Bursa’nın Yıldırım ilçesindeki 700 yıllık Osmanlı köyü olan Cumalıkızık’a gelin gelen Nagehan Sezer, genç yaşlarda öğrendiği terzilikle kendi diktiği şalvarları turistlere satıyor.
Bursa’ya 10 kilometre, Yıldırım’a 3 kilometre uzaklıkta yer alan, yeşilin farklı tonlarını barındıran ağaçların ortasında yan yana duran Osmanlı mimarisi meskenleri ve Arnavut kaldırımlı taş sokaklarıyla Cumalıkızık, Osmanlı devrine ilişkin en düzgün sivil mimari örneği olarak gösteriliyor.
Yaklaşık 700 yıllık bir vakıf köyü olan, 2014 yılında UNESCO Dünya Miras Listesi’ne kaydedilen Cumalıkızık, yerli ve yabancı turistlerin en fazla ziyaret ettiği yerlerin ortasında yer alıyor.
700 yıllık köye gelenler Osmanlı mimarisi konutların içinde kahvaltı yapabiliyor, bahçesinde gözleme yiyor, bölgeye has besin eserlerinden ve şalvarlardan alıyor.
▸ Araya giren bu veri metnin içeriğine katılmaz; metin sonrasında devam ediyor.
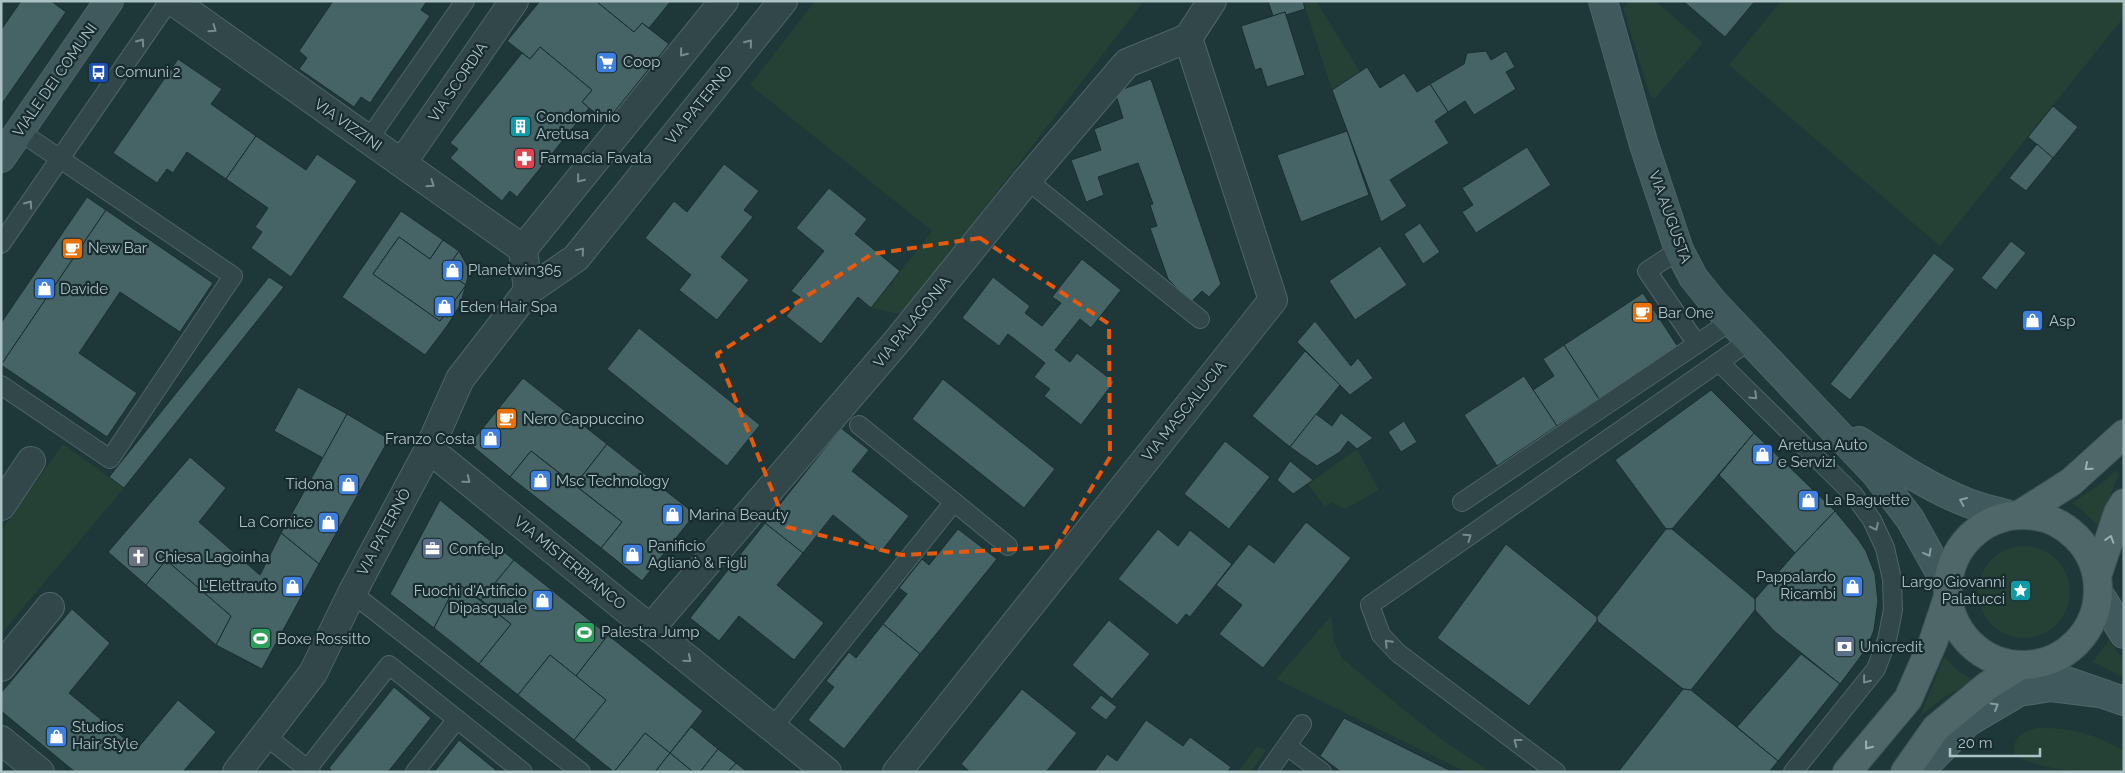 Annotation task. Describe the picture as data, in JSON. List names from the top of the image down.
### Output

Köyde birçok kişi hazır alıp üzerine aşikâr bir kâr oranı ekleyerek satış yaparken, birkaç kişi de kendi ürettiğini atıyor.
Bunlardan biri olan 40 yaşındaki teşebbüsçü bayan Nagehan Sezer, gelin geldiği Cumalıkızık’ta yıllardır reçel yapıp satarken 5-6 yıldır da şalvar dikmeye başladı.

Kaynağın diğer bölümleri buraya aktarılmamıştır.